8話 波乱の体力測定
ランキング投票、ブクマよろしくお願いします!
体力測定の残る種目を順調に終えた私は、あとはハンドボール投げを残すのみとなっていた。
私はサークル内に小型の投石機を建築すると、ハンドボールをセットして──。
──発射した。
文明の力によって放たれたボールは軽くアンリの頭上を超え、忘却の彼方へと──。
私は両目を瞑りドヤ顔し──た所でアンリに叫ばれた。
「うおぉぉい! 何やっちゃってんのさ! 才能の使用は禁止だよ!? さっきからずっと使いっぱなしじゃん!」
そう、私は先程からずっと才能を使ってズルしていた。
アインが使っているなら私もと思い、更には先生がアインが才能を使わないよう監視に付いているため、私は迷わず才能を行使した。
しかし、先程からアンリがずっと邪魔をしてくる。
どうして私に悪い記録を出させたいのだろうか。
私は釈迦ポーズをとり神仏スマイルを浮かべ、手にミニサイズのお釈迦様を建築し──。
「アンリさん、日本には古来から、こんな言葉があります。
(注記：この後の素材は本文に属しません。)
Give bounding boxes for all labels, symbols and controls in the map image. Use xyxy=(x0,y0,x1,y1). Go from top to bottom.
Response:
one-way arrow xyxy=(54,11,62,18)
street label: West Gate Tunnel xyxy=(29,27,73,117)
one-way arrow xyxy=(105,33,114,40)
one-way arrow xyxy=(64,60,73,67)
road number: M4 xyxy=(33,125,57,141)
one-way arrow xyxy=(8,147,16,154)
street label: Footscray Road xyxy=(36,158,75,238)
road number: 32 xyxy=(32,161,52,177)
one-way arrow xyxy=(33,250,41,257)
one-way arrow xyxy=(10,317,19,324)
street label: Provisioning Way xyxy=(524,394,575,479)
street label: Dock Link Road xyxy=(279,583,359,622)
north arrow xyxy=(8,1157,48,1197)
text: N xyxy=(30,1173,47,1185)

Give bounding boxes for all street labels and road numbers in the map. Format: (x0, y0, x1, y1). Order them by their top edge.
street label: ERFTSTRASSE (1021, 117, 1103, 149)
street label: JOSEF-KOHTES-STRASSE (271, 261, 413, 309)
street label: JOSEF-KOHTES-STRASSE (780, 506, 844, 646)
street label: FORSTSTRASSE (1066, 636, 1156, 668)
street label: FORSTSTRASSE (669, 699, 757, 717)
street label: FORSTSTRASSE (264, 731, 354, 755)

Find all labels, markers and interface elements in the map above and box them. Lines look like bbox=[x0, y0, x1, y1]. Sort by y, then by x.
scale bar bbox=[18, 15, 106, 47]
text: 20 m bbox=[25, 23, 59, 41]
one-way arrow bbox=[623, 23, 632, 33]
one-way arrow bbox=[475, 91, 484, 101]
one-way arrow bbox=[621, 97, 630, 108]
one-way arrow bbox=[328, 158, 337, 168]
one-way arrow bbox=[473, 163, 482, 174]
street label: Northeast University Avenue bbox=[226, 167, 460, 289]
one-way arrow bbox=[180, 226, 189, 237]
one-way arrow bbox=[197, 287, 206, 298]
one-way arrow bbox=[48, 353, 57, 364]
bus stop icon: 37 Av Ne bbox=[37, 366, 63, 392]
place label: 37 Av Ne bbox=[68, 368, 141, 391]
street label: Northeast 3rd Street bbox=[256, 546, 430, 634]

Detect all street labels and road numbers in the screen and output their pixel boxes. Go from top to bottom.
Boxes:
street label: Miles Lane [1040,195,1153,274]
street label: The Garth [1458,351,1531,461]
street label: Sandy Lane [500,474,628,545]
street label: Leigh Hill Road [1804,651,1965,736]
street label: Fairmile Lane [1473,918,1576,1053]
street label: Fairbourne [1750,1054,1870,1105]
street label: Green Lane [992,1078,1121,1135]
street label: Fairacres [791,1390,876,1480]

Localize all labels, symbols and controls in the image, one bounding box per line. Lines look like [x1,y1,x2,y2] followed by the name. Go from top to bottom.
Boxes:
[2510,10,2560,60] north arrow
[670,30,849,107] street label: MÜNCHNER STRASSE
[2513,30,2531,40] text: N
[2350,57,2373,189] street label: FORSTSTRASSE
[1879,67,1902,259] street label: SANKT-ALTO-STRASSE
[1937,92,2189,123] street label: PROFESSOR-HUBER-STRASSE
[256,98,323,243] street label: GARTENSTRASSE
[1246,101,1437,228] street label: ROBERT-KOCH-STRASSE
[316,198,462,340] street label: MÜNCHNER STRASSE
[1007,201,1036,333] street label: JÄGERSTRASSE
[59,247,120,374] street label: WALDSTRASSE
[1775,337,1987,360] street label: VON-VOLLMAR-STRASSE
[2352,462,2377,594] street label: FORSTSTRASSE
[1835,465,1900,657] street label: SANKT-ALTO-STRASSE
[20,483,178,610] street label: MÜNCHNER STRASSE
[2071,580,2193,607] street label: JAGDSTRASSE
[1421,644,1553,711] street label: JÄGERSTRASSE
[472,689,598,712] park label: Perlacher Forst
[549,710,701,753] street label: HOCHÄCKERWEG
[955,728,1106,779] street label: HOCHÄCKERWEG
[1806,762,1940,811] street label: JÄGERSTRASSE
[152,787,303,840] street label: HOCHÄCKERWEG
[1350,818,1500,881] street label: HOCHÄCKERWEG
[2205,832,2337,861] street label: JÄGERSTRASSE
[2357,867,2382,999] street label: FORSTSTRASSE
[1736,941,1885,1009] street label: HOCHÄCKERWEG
『才能も実力の内』と……」
「才能じゃなくて運ね! てか、そうじゃなくて! 才能の使用は禁止! ほら、気持ち悪いことしてないでやり直して!」
優しく告げている途中に遮られた。
悟りを開いた私に向かって気持ち悪いとは何事か。
男性の陰部の形をした鏡山道祖神でも建築して押し付けてやろうか。
そうこうしている内に、いつの間にかアインもハンドボール投げを開始していた。
むぅ……。
アインならワームホールを使って数十メートルは余裕で出すだろう。
全く、才能を使ってズルするなんてけしからん。
ここは私がガツンとやってやらねば……。
船坂先生と私たちが見守る中、アインは大きく振りかぶって──。
「行っちゃえい! ワームホール!!」
目の前にワームホールを呼び出しそこに投げ入れた。
そして、ボールはグラウンドの端に繋がれたワームホールから現れた。
「はい、やり直しでありますよ」
新しいボールを渡しながら、アインが先生に小突かれた。
アインは口を尖らせながらも渋々ボールを受け取り……。
再びボールをワームホールに投げ入れ──
「壁を建築!」
「ッ!?」
──ようとして、私が建築したコンクリート壁に阻まれた。
壁にぶつかり跳ね返ったボールは、重力に引っ張られ落下し、結果は1mとなった。
「はいざまぁ! 1m! 1mじゃん! 才能使ってズルしようとするからこんな結果になるんですぅ!」
「どの口が言ってんのさ……」
アンリが小さくつっこむ中。
「よくもやってくれたわね! これでも喰らいなさいな!」
アインはそう叫ぶと、ワームホールを手元に呼び出し、そこに手を突っ込んで……。
「ああああああああああああ!」
私の脇をくすぐった。
「あひゃっ! ちょっ、やめっ! ふひっ!」
目に涙を浮かべ、地面をのたうち回り叫ぶ私に、アインの容赦ない攻撃が続く。
ちょっ、ほんとにやめて!
くすぐったい!
「ざまぁみなさいよ! これが偉大なるアインシュタイン様の実力よ! 私を侮辱したらどうなるか、よく覚えておく事ね! このまま失禁するまでくすぐり続けてあげるわ!」
アインが悪役の笑みを浮かべながら、私をくすぐり続け、アンリがそれを見て溜息をついていると。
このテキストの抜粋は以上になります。